Les Frères Jacques has a reputation as an expensive place and when you look down the lunch menu, which is a mirror of the evening offering, you can see why. Yes, there may be a special two- or three-plate deal but there are enough extras to rival a crowd scene from Ben Hur. My native oysters are €10.50 extra. The "signature" dish, sole meunière, is a hefty €15 extra. So an €18 bargain lunch quickly turns into a €43.50 blow-out.

The good news is that wines with a Monday or Tuesday lunch are half price, only by the bottle mind, not by the glass. We choose a bottle of Rully, a French chardonnay which promises a palate of, among other things, “crushed stones, grapefruit, butter and nuts”, which gets a nomination in the Ridiculous Tasting Notes awards for 2013. Despite this, it’s delicious.

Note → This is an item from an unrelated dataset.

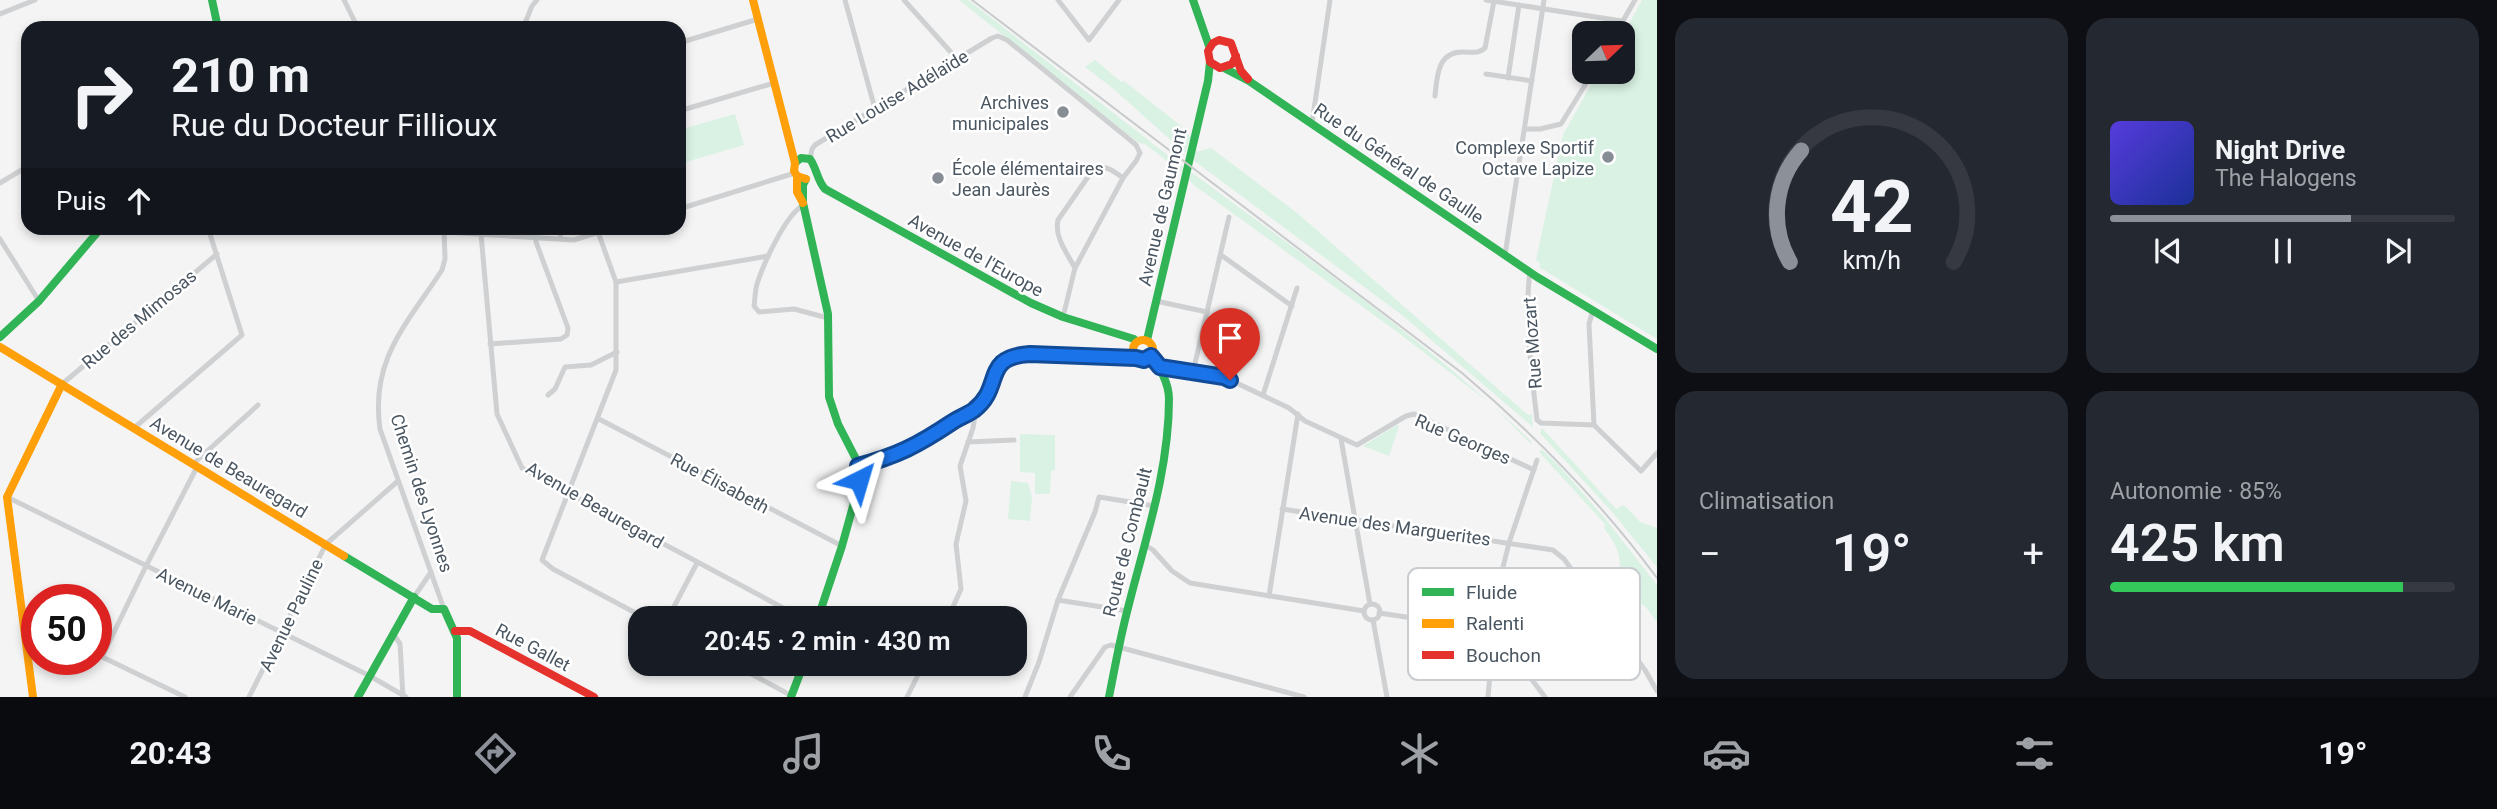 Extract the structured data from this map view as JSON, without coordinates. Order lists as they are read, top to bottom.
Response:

And the point is it’s not 2013 in Les Frères Jacques. With the food they serve here, you could be in Zenon Geldof’s 1920s Dame Street restaurant Cafe Belge (now a chipper), or in Jammet’s with a Beatle dining in one corner. We are in a place that is unapologetically, time-warpingly old-fashioned and as French as a Pixar movie about a French restaurant.

You can picture Quirke and Phoebe dining here in one of John Banville’s 1950s Benjamin Black books. And Quirke would claim he’s not drinking because he’s only having white wine.

And they do the classics well. Warm French bread has the proper biscuity crunch to its crust and tastes a world away from the rubbery sticks we call baguettes. A duck confit (€3.50 extra, folks) on a potato galette with an onion marmalade has that sweet-savoury thing nailed, with salty, crisp-skinned duck and onions that have been sugared to ramp up their natural sweetness. I get six native oysters (one big fella and five tiddlers) with a pot of shallot vinegar and a muslin-wrapped lemon. They’re creamy and luscious as wild oysters – which grow more slowly than farmed ones – tend to be.

Sole meunière is the epiphany dish that set Julia Child on her French cooking adventure. That’s how classic it is. Here, it swims to you on a fish-shaped plate in a sea of melted brown butter with parsley. It’s a nice whole piece of black sole, but the side vegetables are a real letdown – green beans, broccoli and a peeled spud that tastes of dishwater. They’re veg of ye-olden-times when no one cared about veg. A beef en croute, with a lamb cutlet (€9 extra) is competently cooked meat, still pink in the middle of its crisp pastry lagging jacket. Sadly, it too comes with the Vegetables that Time Forgot.

A chocolate mousse served in a cupcake ceramic is grainy and tastes like it might have split, although it has a lovely smooth Cointreau crème anglaise in a jug for compensation.

“Who eats lunch like this anymore?” my husband asks, leaning back in a butter, cream and wine daze. The answer that day is no one, apart from us and a young female American intern (in an empty restaurant you hear everything, including the phone conversation the waiter has about the bins). You step back out into the laneway and the 21st century. Do they care about being dated and cartoonishly French? I think, like an Edith Piaf tribute act, probably not.

Lunch for two came to €124.14 (including another extra: the 10 per cent service charge).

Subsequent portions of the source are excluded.